1. Uyuşturucu ve uyarıcı madde ihraç etme suçunun icra hareketleri "gümrük beyanı" ile başlar. 27.10.1999 tarihli 4458 sayılı Gümrük Kanunu'nun üçüncü maddesinin onaltıncı fıkrasına göre ""gümrük beyanı" deyimi, belirlenen usul ve esaslar çerçevesinde eşyanın bir gümrük rejimine tabi tutulması talebinde bulunulmasını" ifade eder.

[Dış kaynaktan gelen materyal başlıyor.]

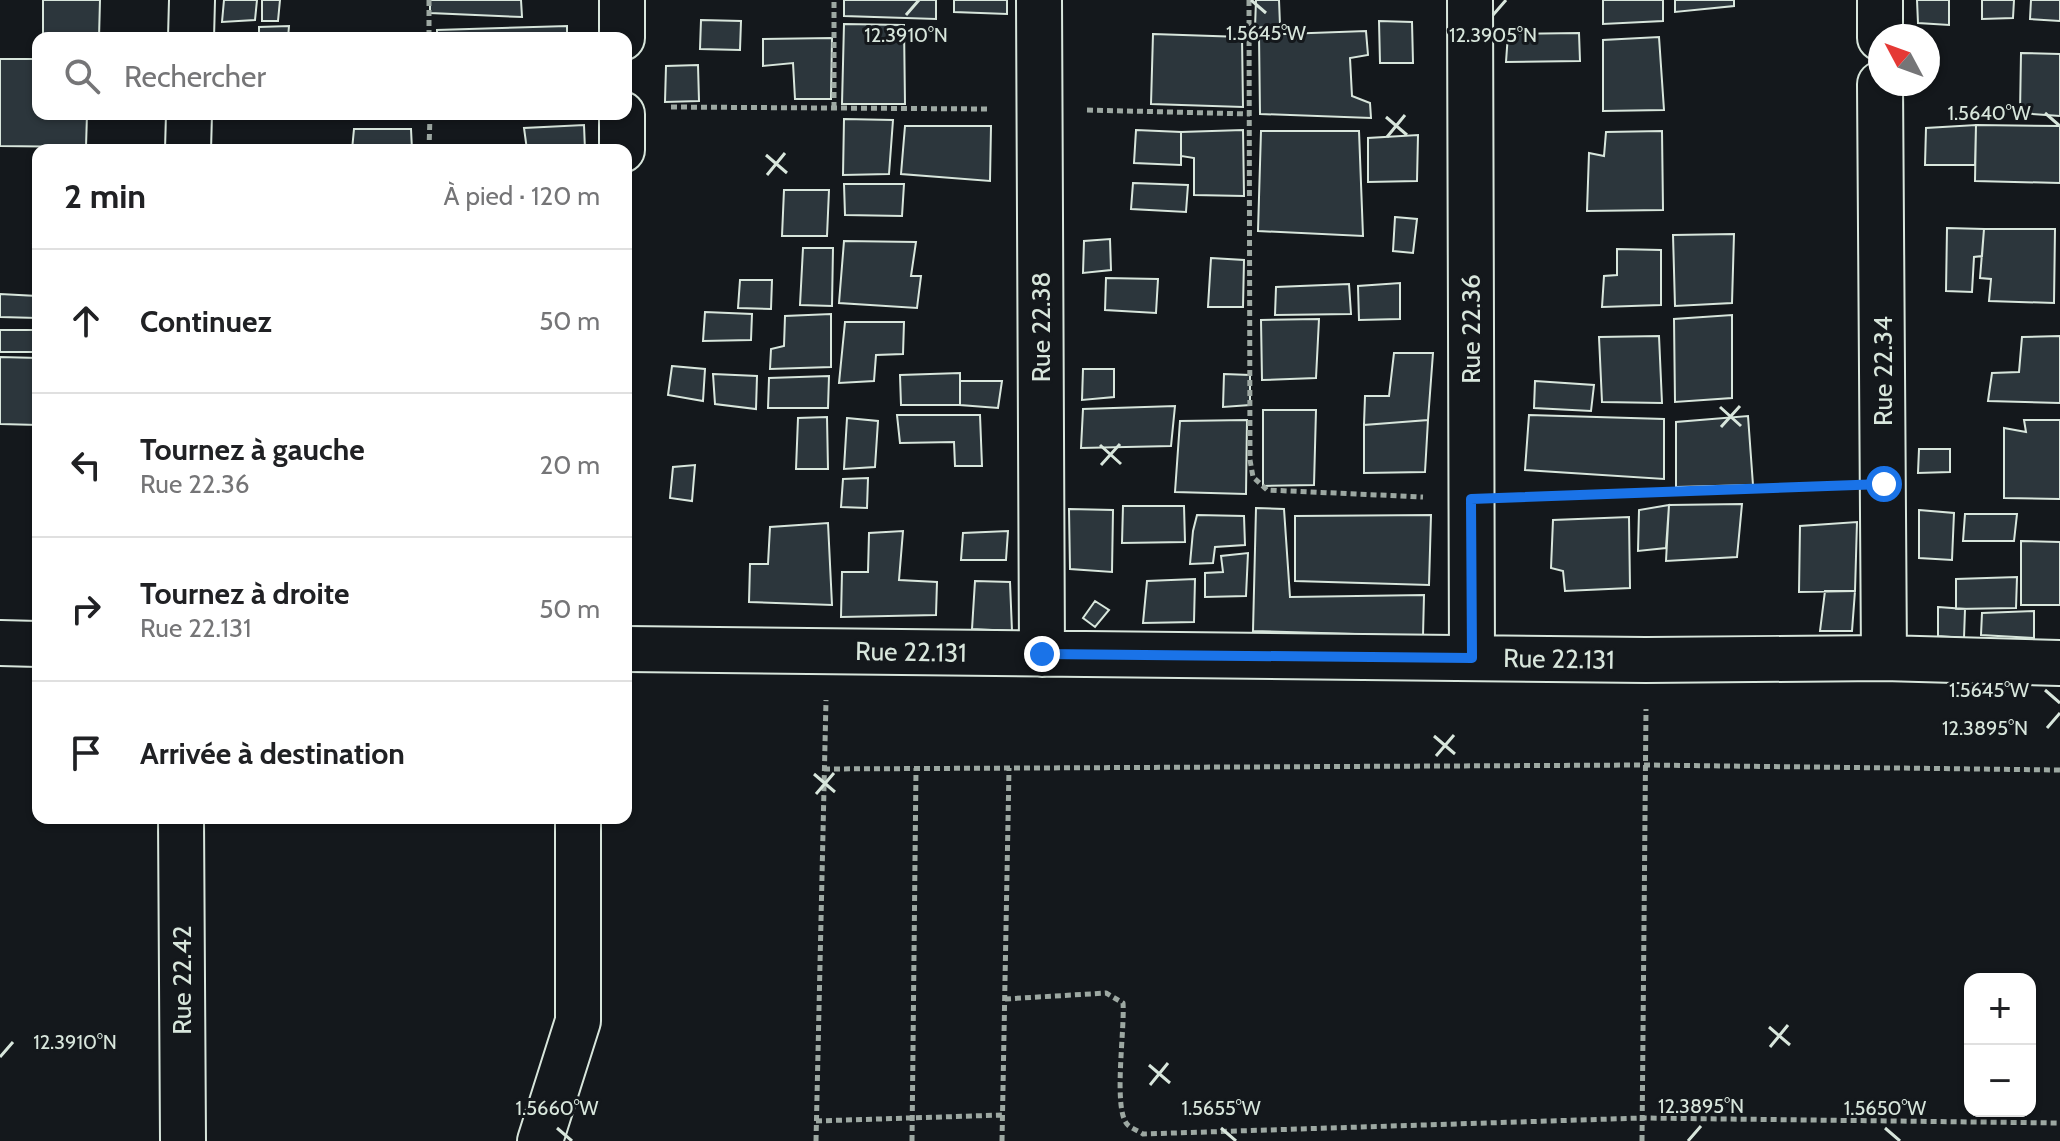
<!DOCTYPE html>
<html lang="fr">
<meta charset="utf-8">
<style>
body{margin:0;font-family:Cabin,sans-serif;background:#f6f6f6;color:#202124}
.controls{position:absolute;right:24px;bottom:24px;display:grid;overflow:hidden;border-radius:16px;box-shadow:0 2px 6px #0004}
.controls button{width:72px;height:72px;display:grid;place-items:center;padding:0;border:0;border-bottom:2px solid #e0e0e0;background:#fff;color:#202124;font:40px sans-serif}
.compass{position:absolute;left:1868px;top:24px;width:72px;height:72px;border-radius:50%;background:#fff;box-shadow:0 2px 6px #0004;rotate:311deg}
.stop{position:absolute;width:24px;height:24px;margin:-18px;border:6px solid #1a73e8;border-radius:50%;background:#fff}
.stop.end{background:#1a73e8;border-color:#fff;box-shadow:0 2px 8px #0008}
.list{margin:0;padding:0;list-style:none}
h2{display:flex;justify-content:space-between;align-items:center;height:104px;margin:0;padding:0 32px;font-size:34px}
h2 small{font-size:26px;font-weight:400;color:#757577}
.list li{display:grid;grid-template-columns:52px 1fr auto;gap:24px;align-items:center;box-sizing:border-box;height:144px;padding:0 32px;border-top:2px solid #e0e0e0}
.list b{display:block;font-size:30px;white-space:nowrap}
.list p{margin:0;font-size:26px;white-space:nowrap;color:#757577}
.list em{font-size:26px;font-style:normal;color:#757577}
.icon{flex:none;width:44px;height:44px;fill:none;stroke:currentColor;stroke-width:2;stroke-linecap:round;stroke-linejoin:round}
.map{position:relative;flex:none;width:2060px;height:1141px;overflow:hidden}
.search{position:absolute;background:#fff;box-shadow:0 2px 6px #0004;left:32px;top:32px;width:600px;height:88px;display:flex;align-items:center;gap:20px;box-sizing:border-box;padding:0 28px;border-radius:16px;color:#757577;font-size:30px}
.panel{position:absolute;background:#fff;box-shadow:0 2px 6px #0004;left:32px;top:144px;width:600px;height:680px;border-radius:16px}
.map>svg:first-child{display:block}
</style>
<div class="map">
<svg width="2060" height="1141" viewBox="0 0 2060 1141">
<rect width="100%" height="100%" fill="#14181c"/>
<path fill="#2c363c" stroke="#d8e6dc" stroke-width="2" d="M43,0H100L99,38H43Z
M224,0H257L255,20L222,22Z
M262,0H280L278,21H262Z
M430,0H521L522,17L430,13Z
M844,0H936V19L844,16Z
M954,0H1007V14L954,12Z
M1256,0H1279L1280,25L1255,28Z
M1603,0H1663V21L1603,24Z
M1675,0H1734V6L1675,12Z
M1917,0H1949V25L1918,23Z
M1982,0H2014L2013,18L1982,19Z
M2031,0H2060V21L2030,19Z
M701,20L741,21L740,50L700,49Z
M1379,21L1412,22L1413,63H1380Z
M844,24L904,25L905,104H842Z
M289,26L288,38H259V27Z
M567,26V38H437V30Z
M1366,31L1368,55L1350,58L1352,96L1370,103L1371,118L1260,114L1259,35Z
M1579,33L1580,61L1506,62L1508,34Z
M1153,34L1242,37L1243,107L1151,104Z
M1659,37L1664,110L1603,111V40Z
M832,38L831,99H795L793,63L763,66V39Z
M2021,53L2060,54V116L2020,113Z
M0,59H38V114H87L86,147L0,146Z
M698,65L699,101L665,102L666,66Z
M844,119L893,120L889,174L843,175Z
M584,125L585,150H527L524,128Z
M1976,125L2060,126V183L1975,181Z
M1976,125L1975,165H1925L1926,128Z
M905,126H991L990,181L901,174Z
M354,129H411L412,150H352Z
M1136,130L1181,132V165L1134,163Z
M1243,130L1244,196L1194,195V158L1181,156V132Z
M1261,131H1359L1363,236L1258,231Z
M1662,131L1663,210L1587,211L1589,153L1604,156L1606,132Z
M1418,135L1417,181L1368,182V138Z
M1133,183L1188,185L1186,212L1131,209Z
M844,184H904L902,216L845,215Z
M784,190H829L827,236H782Z
M1395,217L1417,219L1413,253L1393,251Z
M34,224H38V243H33Z
M1947,228L1984,229L1982,256L1974,257L1972,292L1946,291Z
M1984,229H2055L2054,303L1989,301L1991,279L1980,278Z
M1734,234L1732,303L1675,306L1673,235Z
M1110,239L1111,270L1083,273L1084,241Z
M844,241L916,242L911,276H921L917,308L839,303Z
M803,248H833L832,306L800,305Z
M1617,249L1661,250V305L1602,307L1604,276L1617,275Z
M1211,258L1244,260L1243,307H1208Z
M1106,278L1158,279L1156,313L1105,310Z
M740,280H772L771,309L738,308Z
M1400,283V319L1359,320L1358,286Z
M1349,284L1351,314L1275,315L1276,287Z
M0,294L37,296V318L0,317Z
M705,312L752,314L751,340L703,341Z
M831,314V367L770,369L771,349L784,346L785,316Z
M1732,315V398L1675,402L1674,319Z
M1319,319L1316,378L1262,380L1261,320Z
M845,322H904L903,354L876,355L874,381L839,383Z
M0,330H38V352H0Z
M1659,336L1662,403L1602,402L1599,337Z
M2060,336V403L1988,401L1992,373L2019,372L2022,337Z
M1394,353H1433L1428,420L1364,425L1365,396H1389Z
M0,357L38,358V425L0,424Z
M672,366L705,369L703,401L668,395Z
M1083,369H1114V397L1082,400Z
M960,373V405H901L900,375Z
M713,374L757,376L756,409L715,404Z
M1224,374L1250,375V405L1223,407Z
M829,376L828,408H768L769,378Z
M960,381H1002L998,408L960,405Z
M1535,381L1594,385L1591,411L1534,408Z
M1175,406L1171,446L1081,448L1083,409Z
M1263,410H1316L1314,485L1263,486Z
M897,415H980L982,466H955L954,442L900,443Z
M1529,415L1664,419V479L1525,470Z
M1748,416L1753,485L1676,487V422Z
M827,417L828,469H796L798,418Z
M847,418L878,421L875,467L844,469Z
M1247,420L1246,494L1175,492L1180,421Z
M1428,420L1425,472L1364,473V425Z
M2024,420H2060V499L2004,498V428L2026,432Z
M1919,449H1950V472L1918,473Z
M695,465L692,501L670,498L673,467Z
M868,478L867,508L841,507L843,479Z
M1742,504L1737,557L1666,561L1669,505Z
M1669,505L1666,548L1638,551L1639,510Z
M1123,506H1184L1185,542L1122,543Z
M1256,508L1284,509L1290,597L1424,595L1423,636L1253,631Z
M1069,509L1113,510L1112,572L1070,569Z
M1919,510L1954,513L1952,560L1919,558Z
M1965,514H2017L2014,541H1963Z
M1197,515L1244,516L1245,545L1215,547L1213,563L1190,564L1193,531Z
M1431,515L1429,585L1295,581V516Z
M1629,517L1630,588L1565,591L1563,571L1551,568L1553,520Z
M1857,522L1855,591L1799,592L1800,526Z
M828,523L832,605L749,602L750,564H768L770,527Z
M903,531L899,580L937,582L936,615L841,617L842,572H868L869,533Z
M1008,531L1006,560H961L963,533Z
M2021,541L2060,542V605H2021Z
M1248,553L1246,596L1205,597V573L1223,572L1221,556Z
M2017,577L2016,608L1956,609V579Z
M1195,579L1194,622L1143,623L1147,581Z
M975,581L1010,582L1012,631L972,629Z
M1825,591H1855L1852,631H1820Z
M1095,601L1109,610L1095,627L1083,618Z
M1938,607L1965,609L1964,638L1938,636Z
M2034,611V638L1981,635L1982,613Z"/>
<g fill="none" stroke-linecap="round" stroke-linejoin="round">
<g stroke="#d8e6dc" stroke-width="48">
<path id="minor" d="M1039,0L1042,654
M1470,0L1472,658
M1880,0V38
M191,38L192,0
M622,38V0
M1880,84L1884,658
M622,114V150
M188,150L189,114
M0,643L38,644
M626,649L1646,660L1884,658L2060,663
M181,818L183,1141
M540,1141L578,1021V818"/>
</g>
<path stroke="#9da8a2" stroke-width="5" stroke-dasharray="6 4" stroke-linecap="butt" d="M429,0V38
M1249,0L1250,460L1253,477L1267,490L1423,497
M671,107L989,109
M834,108V0
M1087,110L1250,114
M239,117L474,114
M429,150L430,115
M1521,497L1835,486
M824,769L1645,765L2060,770
M1005,999L1106,993L1123,1003C1125,1029 1113,1108 1127,1124C1130,1128 1139,1131 1143,1134L1642,1118L2060,1123
M816,1121L1003,1115
M816,1141L826,700
M912,1141L916,768
M1002,1141L1009,768
M1642,1141L1646,709"/>
<use href="#minor" stroke="#14181c" stroke-width="44"/>
</g>
<g fill="none" stroke-linecap="round" stroke-linejoin="round">
<path stroke="#1a73e8" stroke-width="10" d="M1042,654L1472,658L1471,499L1884,484"/>
</g>
<path fill="none" stroke="#d8e6dc" stroke-width="3" d="M1251,0L1266,13M906,15L919,0M1493,15L1506,0M2045,113L2060,126M1386,117L1407,135M1387,137L1405,115M766,155L787,173M767,175L785,153M1720,407L1741,426M1721,427L1740,406M1100,445L1121,464M1101,465L1120,444M2045,690L2060,703M2047,728L2060,713M1434,736L1455,754M1436,756L1454,735M814,774L835,792M816,794L834,773M1769,1027L1790,1045M1770,1047L1788,1025M0,1057L13,1042M1149,1065L1170,1083M1150,1085L1168,1063M557,1128L572,1141M1221,1128L1236,1141M1885,1128L1900,1141M1688,1141L1701,1126"/>
<g text-anchor="middle" dominant-baseline="central" stroke-width="6" stroke-linejoin="round" paint-order="stroke">
<g font-size="26" fill="#d8e6dc" stroke="#14181c">
<text transform="translate(1041 327) rotate(-90)">Rue 22.38</text>
<text transform="translate(1471 329) rotate(-90)">Rue 22.36</text>
<text transform="translate(1883 371) rotate(-90)">Rue 22.34</text>
<text transform="translate(911 652) rotate(1)">Rue 22.131</text>
<text transform="translate(1559 659) rotate(1)">Rue 22.131</text>
<text transform="translate(182 980) rotate(-90)">Rue 22.42</text>
</g>
</g>
<g font-size="20" text-anchor="middle" fill="#d8e6dc" stroke="#14181c" stroke-width="6" stroke-linejoin="round" paint-order="stroke">
<text x="1266" y="40">1.5645°W</text>
<text x="906" y="42">12.3910°N</text>
<text x="1493" y="42">12.3905°N</text>
<text x="1989" y="120">1.5640°W</text>
<text x="1989" y="697">1.5645°W</text>
<text x="1985" y="735">12.3895°N</text>
<text x="75" y="1049">12.3910°N</text>
<text x="1701" y="1113">12.3895°N</text>
<text x="557" y="1115">1.5660°W</text>
<text x="1221" y="1115">1.5655°W</text>
<text x="1885" y="1115">1.5650°W</text>
</g>
</svg>
<div class="controls">
<button>+</button>
<button>−</button>
</div>
<svg class="compass" viewBox="-18 -18 36 36"><path d="M0-13l5 13h-10z" fill="#e53935"/><path d="M0 13l5-13h-10z" fill="#757577"/></svg>
<div class="stop" style="left:1884px;top:484px"></div>
<div class="stop end" style="left:1042px;top:654px"></div>
<div class="search"><svg class="icon" aria-label="search" viewBox="0 0 24 24"><circle cx="10" cy="10" r="6"/><path d="M15 15l6 6"/></svg>Rechercher</div>
<section class="panel">
<h2>2 min<small>À pied · 120 m</small></h2>
<ul class="list">
<li><svg class="icon" aria-label="ahead" viewBox="0 0 24 24"><path d="M12 20V5M6 11l6-6 6 6"/></svg><div><b>Continuez</b></div><em>50 m</em></li>
<li><svg class="icon" aria-label="left" viewBox="0 0 24 24"><path d="M17 20v-9H6M10 6l-5 5 5 5"/></svg><div><b>Tournez à gauche</b><p>Rue 22.36</p></div><em>20 m</em></li>
<li><svg class="icon" aria-label="right" viewBox="0 0 24 24"><path d="M7 20v-9h11M14 6l5 5-5 5"/></svg><div><b>Tournez à droite</b><p>Rue 22.131</p></div><em>50 m</em></li>
<li><svg class="icon" aria-label="arrive" viewBox="0 0 24 24"><path d="M6 21V4h12l-3 4 3 4H6"/></svg><div><b>Arrivée à destination</b></div></li>
</ul>
</section>
</div>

Sanık tarafından Katar'a gönderilmek üzere kargoya verilen ve içerisinde uyuşturucu maddelerin ele geçirildiği paketin gümrük beyanında önce kargo şirketinin yurtdışı kargo toplama ve dağıtım bölümünde yapılan kontrol esnasında yakalandığı, uyuşturucu madde ihraç etme suçunun icra hareketinin başlamadığı ve henüz gümrük sahasına girmemesi nedeniyle bu suça teşebbüsün söz konusu olmadığı, sanığın eyleminin tamamlanmış uyuşturucu madde nakletme suçunu oluşturduğu gözetilmeden, sanık hakkında uyuşturucu madde ihraç etmeye teşebbüs suçundan hüküm kurulması,
2. Hükümden önce 15.04.2020 tarihinde yürürlüğe giren 7242 sayılı Kanun'la 5237 sayılı Kanun'un 53 üncü maddesinde yapılan değişiklikler nedeniyle, bu maddenin uygulanması açısından sanığın durumunun yeniden belirlenmesinde zorunluluk bulunması,
3. Adli Emanetin 2020/9267 sırasında kayıtlı uyuşturucu madde ambalajlarının 5237 sayılı Kanun'un 54 üncü maddesinin birinci fıkrası gereğince müsaderesi yerine 5237 sayılı Kanun'un 54 üncü maddesinin dördüncü fıkrası gereğince müsaderesine karar verilmesi, hukuka aykırı görülmüştür.
V. KARAR
Gerekçe bölümünde açıklanan nedenlerle sanık müdafiinin temyiz istemi yerinde görüldüğünden İstanbul Bölge Adliye Mahkemesi 4. Ceza Dairesinin, 08.07.2021 tarihli ve 2021/1985 Esas, 2021/1715 Karar sayılı kararının 5271 sayılı Kanun’un 302 nci maddesinin ikinci fıkrası gereği, Tebliğname’ye aykırı olarak, oy birliğiyle BOZULMASINA,
Bozma nedeni ile tutukluluk süresi ve tutuklama koşullarında değişiklik bulunmaması karşısında sanık hakkındaki salıverilme talebinin REDDİNE,
Dava dosyasının, 5271 sayılı Kanun’un 304 üncü maddesinin ikinci fıkrasının (a) bendi uyarınca Bakırköy 5. Ağır Ceza Mahkemesine, Yargıtay ilâmının bir örneğinin ise İstanbul Bölge Adliye Mahkemesi 4. Ceza Dairesine gönderilmek üzere Yargıtay Cumhuriyet Başsavcılığına TEVDİİNE, 22.03.2023 tarihinde karar verildi.